As I understand it, the OBD-II diagnostics are written in such a way that the first set of data registers are implemented the same on all vehicles--and that's what the cheap scanners can read (and often reset).

Then there is a set of extended registers where each manufacturer implements as they see fit, so often anything in those registers requires a manufacturer's specific device to reset (and often even to read them). So all the VW guys buy the aftermarket VCDS from Ross Tech (VW-Audi) for full functionality, the Volvo guys are buying pirated copies of the Volvo specific device (name escapes me), and the Mercedes people have to use the dealer (and the Bosch 'Hammer') that I don't think has been pirated.

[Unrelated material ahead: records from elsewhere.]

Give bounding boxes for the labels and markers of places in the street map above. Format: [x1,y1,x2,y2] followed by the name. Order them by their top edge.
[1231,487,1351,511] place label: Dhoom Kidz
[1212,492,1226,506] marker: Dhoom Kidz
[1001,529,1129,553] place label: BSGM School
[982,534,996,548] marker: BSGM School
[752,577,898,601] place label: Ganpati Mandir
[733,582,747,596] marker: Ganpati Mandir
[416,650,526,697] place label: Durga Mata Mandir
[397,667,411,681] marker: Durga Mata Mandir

Pre OBD-II--someone mentioned light sequences and the rest--those were all supplanted/replaced by OBD-II.

jimcav
05-17-2019, 01:38 PM
i got the link scanner, code was P2004, not serious, IMRC control valve stuck open on bank 1
Quick web search showed the plastic bushings crack and fall off, the the control linkage arm pops off. I opened my hood and sure enough, the bushing is gone and the arm is free of the bracket. what is really weird is the linkage arm to the other bank is not even there, and looks like it hasn't been in a long time. I went back into our service records and there was a comment about the linkage missing and "check TSB?" so it has run for years with no issue with one bank of the engine not having that valve close ever, and now the other is in "open", so i assume all it does is waste fuel at lower rpms etc. I'll order the bushing--it seems easy to do myself...

AngryScientist
05-17-2019, 01:49 PM
great. glad that worked out for you jim.

a cheap code scanner is a must have if you keep cars on the road for a while.

ScottW
05-17-2019, 05:25 PM
...so i assume all it does is waste fuel at lower rpms etc...

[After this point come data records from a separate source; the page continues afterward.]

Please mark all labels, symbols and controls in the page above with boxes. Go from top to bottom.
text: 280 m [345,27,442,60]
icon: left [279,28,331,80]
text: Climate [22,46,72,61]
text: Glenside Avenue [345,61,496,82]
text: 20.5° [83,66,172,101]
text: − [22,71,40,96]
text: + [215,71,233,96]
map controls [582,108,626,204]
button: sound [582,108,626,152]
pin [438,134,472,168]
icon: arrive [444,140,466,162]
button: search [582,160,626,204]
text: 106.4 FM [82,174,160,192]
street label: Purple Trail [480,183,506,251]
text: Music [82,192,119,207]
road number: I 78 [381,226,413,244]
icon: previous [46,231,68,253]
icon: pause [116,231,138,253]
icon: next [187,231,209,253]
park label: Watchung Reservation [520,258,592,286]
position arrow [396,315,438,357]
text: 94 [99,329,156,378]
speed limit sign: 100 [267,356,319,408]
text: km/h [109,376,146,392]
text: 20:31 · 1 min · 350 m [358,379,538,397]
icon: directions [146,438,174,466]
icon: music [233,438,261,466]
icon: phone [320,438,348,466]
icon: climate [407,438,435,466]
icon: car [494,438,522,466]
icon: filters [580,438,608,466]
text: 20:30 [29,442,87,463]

Theoretically it's proper function is the opposite of that. Intake runner flappers are called different things by different manufacturers but their purpose is to induce air turbulence in the intake runners, which helps to more completely atomize the fuel (on port injected engines) so the engine runs more efficiently and/or smoothly at lower rpms and lower intake air temperatures. If you were to notice symptoms it would likely be at low loads or idle, particularly on cold starts in winter. Or you may notice nothing, depending.

The flip side to those flappers is even when they're fully open, there's still a metal rod and a small cross-section of the flapper sitting in the intake runners. On track cars or dyno queens, some people surgically remove that slight restriction from the intake to pick up the few extra hp on the top end.